*** Begin section ***
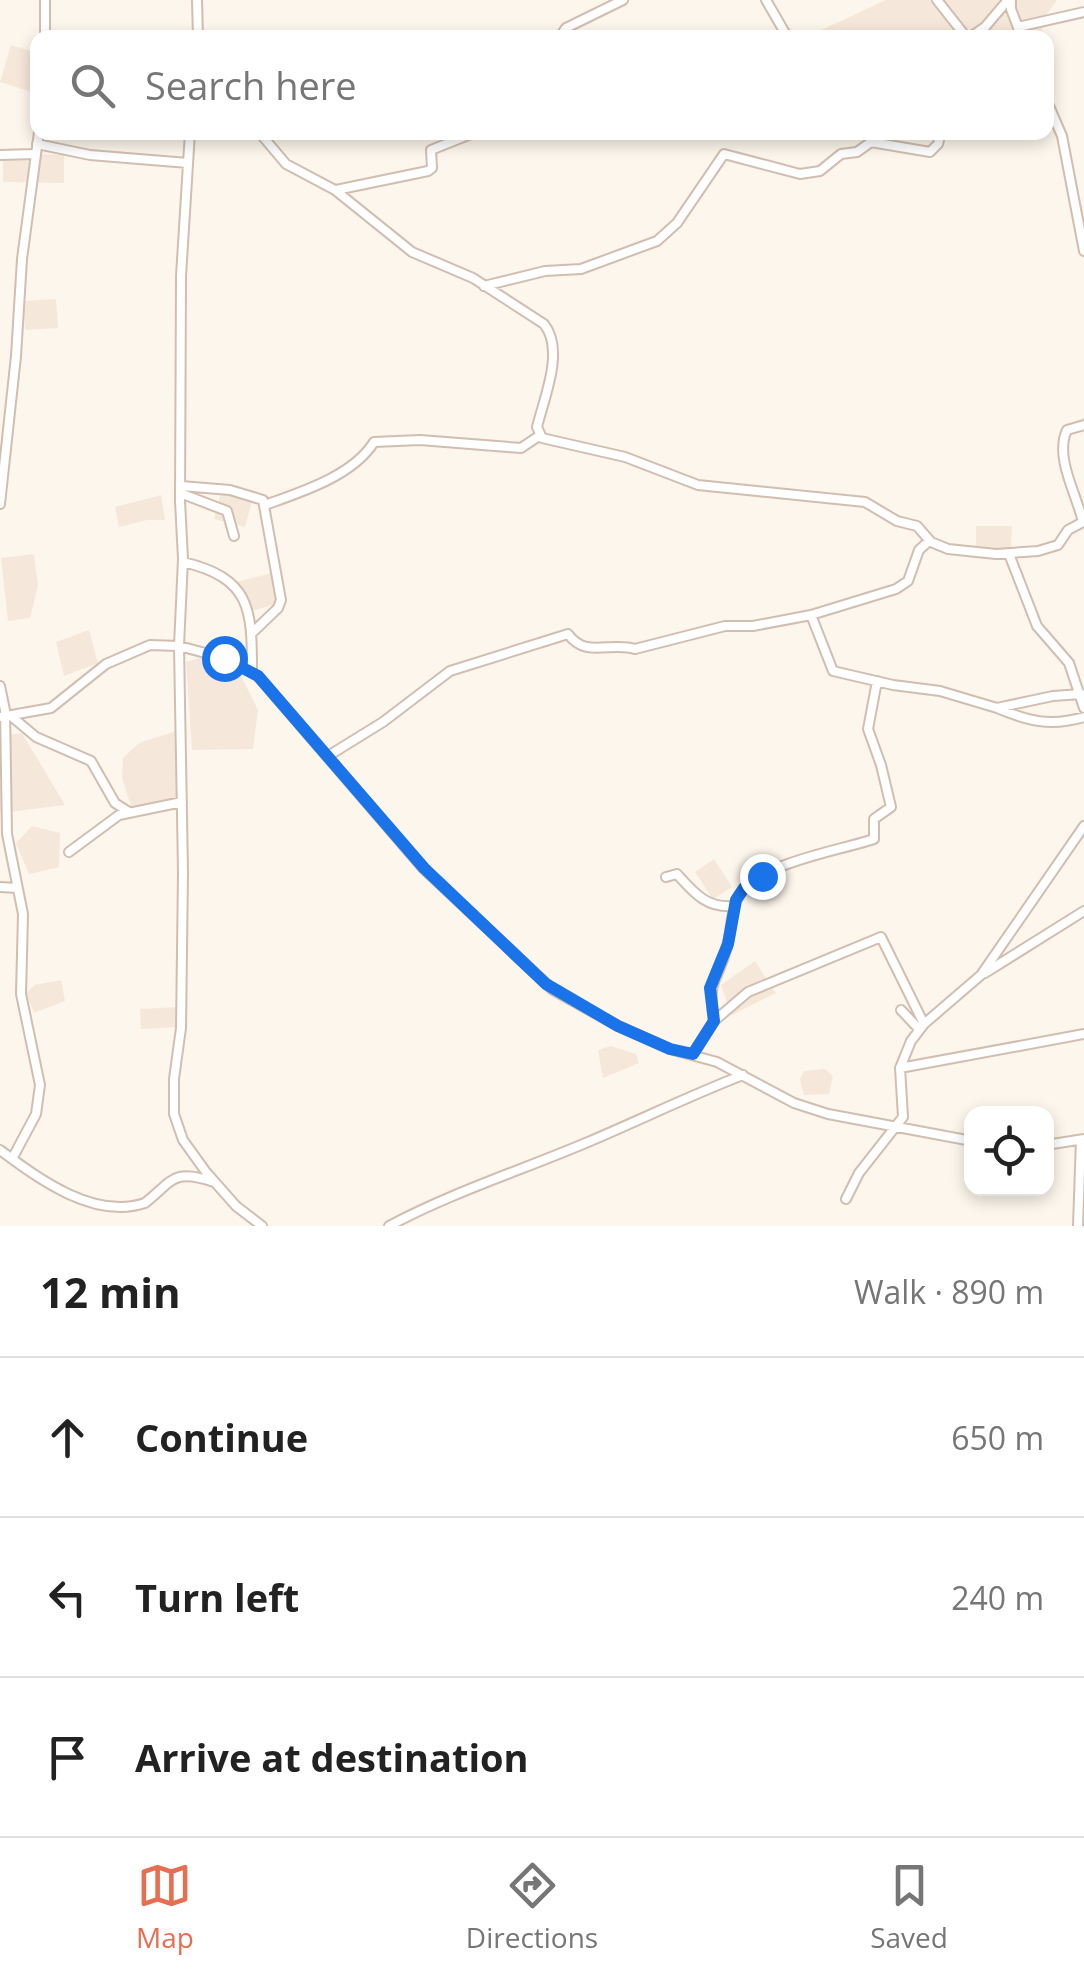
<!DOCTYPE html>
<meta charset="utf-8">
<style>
body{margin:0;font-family:"Open Sans",sans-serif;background:#f6f6f6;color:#222}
.controls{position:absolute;right:30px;bottom:30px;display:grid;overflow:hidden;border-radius:20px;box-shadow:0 5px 15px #0003}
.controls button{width:90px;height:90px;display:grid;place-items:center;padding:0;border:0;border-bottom:2px solid #e0e0e0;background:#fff;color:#222;font:50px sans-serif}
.stop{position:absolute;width:30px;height:30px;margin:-22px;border:8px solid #1a73e8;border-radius:50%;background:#fff}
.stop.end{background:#1a73e8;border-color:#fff;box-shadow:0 2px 10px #0008}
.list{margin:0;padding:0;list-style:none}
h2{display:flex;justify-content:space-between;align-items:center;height:130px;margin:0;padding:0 40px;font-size:42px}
h2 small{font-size:32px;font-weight:400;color:#767676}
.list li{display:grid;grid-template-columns:65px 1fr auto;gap:30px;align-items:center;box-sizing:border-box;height:160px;padding:0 40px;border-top:2px solid #e0e0e0}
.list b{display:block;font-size:38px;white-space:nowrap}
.list em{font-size:32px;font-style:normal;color:#767676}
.icon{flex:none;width:55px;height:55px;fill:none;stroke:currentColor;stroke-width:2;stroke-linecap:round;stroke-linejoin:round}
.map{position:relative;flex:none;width:1084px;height:1226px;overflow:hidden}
.search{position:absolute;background:#fff;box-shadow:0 5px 15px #0003;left:30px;right:30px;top:30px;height:110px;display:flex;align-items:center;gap:25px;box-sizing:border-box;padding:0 35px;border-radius:20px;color:#767676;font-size:38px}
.sheet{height:610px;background:#fff}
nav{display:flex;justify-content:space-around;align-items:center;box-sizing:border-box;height:140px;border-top:2px solid #e0e0e0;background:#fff;font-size:28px;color:#767676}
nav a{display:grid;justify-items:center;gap:5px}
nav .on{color:#e76f51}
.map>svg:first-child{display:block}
.residential{fill:#f5e8da}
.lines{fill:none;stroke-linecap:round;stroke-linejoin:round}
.street-casing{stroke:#d1beb0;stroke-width:12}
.street{stroke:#fff;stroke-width:8}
.route{stroke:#1a73e8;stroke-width:12}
</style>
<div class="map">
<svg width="1084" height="1226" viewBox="0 0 1084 1226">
<rect width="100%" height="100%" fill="#fdf6ec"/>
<path class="residential" d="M886 0H1057L1046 15 1040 37 804 38Z
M11 45 37 53V74L32 92 0 82Z
M3 154 64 155V183L3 182Z
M56 299 58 328 25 330 23 301Z
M221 493 252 501 245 527 214 519Z
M161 495 165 520H147L119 527 115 507Z
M976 526H1012L1011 550 976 546Z
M34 554 38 586 30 618 8 621 1 558Z
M272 573 280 603 244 613 236 582Z
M89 630 98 663 64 676 56 642Z
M207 656 237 668 258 710 253 749 192 750 186 662Z
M179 730 180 803 131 807 122 778 123 758 139 743Z
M22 733 65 805 0 813V736Z
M32 826 60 833 59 867 29 874 16 843Z
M714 859 732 887 713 899 695 872Z
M755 961 776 993 732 1015 721 985Z
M61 980 65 1001 34 1013 26 993 35 985Z
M179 1007V1027L141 1029 140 1009Z
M611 1046 636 1054 639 1063 603 1078 598 1050Z
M825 1069 833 1076 829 1094 804 1095 800 1079 804 1071Z"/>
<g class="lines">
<g class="street-casing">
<path id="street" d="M45 0V38
M197 0 198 38
M766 0 788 38
M937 0 967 38
M1011 0V9L1022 38
M1018 27 1084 12
M559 38 566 28 623 0
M969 38 985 27 1008 0
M1046 99 1062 136 1084 251
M190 132 181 276 180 501 183 559 179 646 183 872 181 1028 174 1079V1114L183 1140 206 1172 236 1206 262 1226
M259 132 286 164 335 190 412 252 473 278 544 324C565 350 544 398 537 427L542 438 625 457 698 485 865 502 897 521 917 526 931 542 948 549 996 554 1038 551 1058 545 1068 530 1083 522C1077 495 1054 457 1067 430L1084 425
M37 144 90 155 188 163
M0 155 34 154
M336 190 428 171 432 168 431 150 476 132
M484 286 545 271 581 269 657 241 677 223 724 154 800 174 820 171 841 154 857 152 871 142 930 152 938 144 941 132
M181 486 230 490 263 500 281 600 278 608 252 633
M180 493 227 511 234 536
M0 504 16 356 22 259 39 132
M265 505C301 492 353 476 374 442L420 440 521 448 539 436
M1009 554 1037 626 1069 663 1084 708
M183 562C251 578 252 609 252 672
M811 615 833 671 893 685 940 691 997 708 1053 696 1081 694
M0 686 5 710 7 834 23 914 21 994 40 1085 36 1114 12 1159
M997 708C1028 721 1050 727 1084 717
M11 716 36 737 91 761 115 803 129 812
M0 717 51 708 106 664 150 645 179 646 224 658 258 676 423 868 553 990 618 1026 670 1049 717 1062 794 1103 828 1114 972 1141
M328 756 383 722 450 671 568 634C586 659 611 641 635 649L725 626H753L811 615 896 589 908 581 919 550 929 541
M69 852 119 815 182 802
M666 877 677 874C694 893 707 909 735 906
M0 887 17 888
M985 973 1084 911
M901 1010 919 1029
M714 1021C707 976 717 985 727 947 731 932 731 916 736 901 750 864 839 851 874 839V819L891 807 881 765 868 729 877 681
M693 1054 714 1021 748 992 881 937 924 1024
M900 1068 1084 1034
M1046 1145 1084 1139
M0 1150C39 1179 94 1220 145 1203 173 1181 172 1168 214 1182
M846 1199 859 1173 903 1117 900 1068 911 1041 924 1024 981 975 1084 826
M389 1226C453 1192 522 1170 588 1142 640 1120 691 1095 743 1075
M1078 1226 1081 1140"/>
</g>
<use href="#street" class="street"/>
</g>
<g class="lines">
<path class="route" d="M224 658 258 676 424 868 546 984 618 1026 670 1049 693 1054 714 1021 710 988 728 944 736 900 744 888 762 876"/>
</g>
</svg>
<div class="controls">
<button><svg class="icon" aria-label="locate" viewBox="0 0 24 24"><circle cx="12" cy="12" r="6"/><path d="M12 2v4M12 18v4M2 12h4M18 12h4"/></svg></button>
</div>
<div class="stop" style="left:224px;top:658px"></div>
<div class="stop end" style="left:762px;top:876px"></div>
<div class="search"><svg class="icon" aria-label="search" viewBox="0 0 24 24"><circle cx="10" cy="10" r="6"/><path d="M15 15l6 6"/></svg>Search here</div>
</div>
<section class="sheet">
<h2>12 min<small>Walk · 890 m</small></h2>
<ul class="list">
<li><svg class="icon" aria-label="ahead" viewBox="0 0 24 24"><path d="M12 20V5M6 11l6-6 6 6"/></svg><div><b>Continue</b></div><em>650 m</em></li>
<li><svg class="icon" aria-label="left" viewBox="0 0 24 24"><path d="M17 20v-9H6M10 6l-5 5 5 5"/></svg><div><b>Turn left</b></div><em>240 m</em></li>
<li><svg class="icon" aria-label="arrive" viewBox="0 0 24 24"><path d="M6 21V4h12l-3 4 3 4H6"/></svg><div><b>Arrive at destination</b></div></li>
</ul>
</section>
<nav>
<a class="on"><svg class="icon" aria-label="map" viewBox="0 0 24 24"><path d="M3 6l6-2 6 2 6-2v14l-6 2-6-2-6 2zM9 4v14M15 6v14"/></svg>Map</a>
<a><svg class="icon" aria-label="directions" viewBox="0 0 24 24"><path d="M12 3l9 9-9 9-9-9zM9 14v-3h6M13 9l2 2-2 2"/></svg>Directions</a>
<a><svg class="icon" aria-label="saved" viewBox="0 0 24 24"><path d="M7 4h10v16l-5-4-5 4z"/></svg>Saved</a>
</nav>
*** End section ***
Whenever the string "sheet" turns up in a line above, copy that line out.

Task output
.sheet{height:610px;background:#fff}
<section class="sheet">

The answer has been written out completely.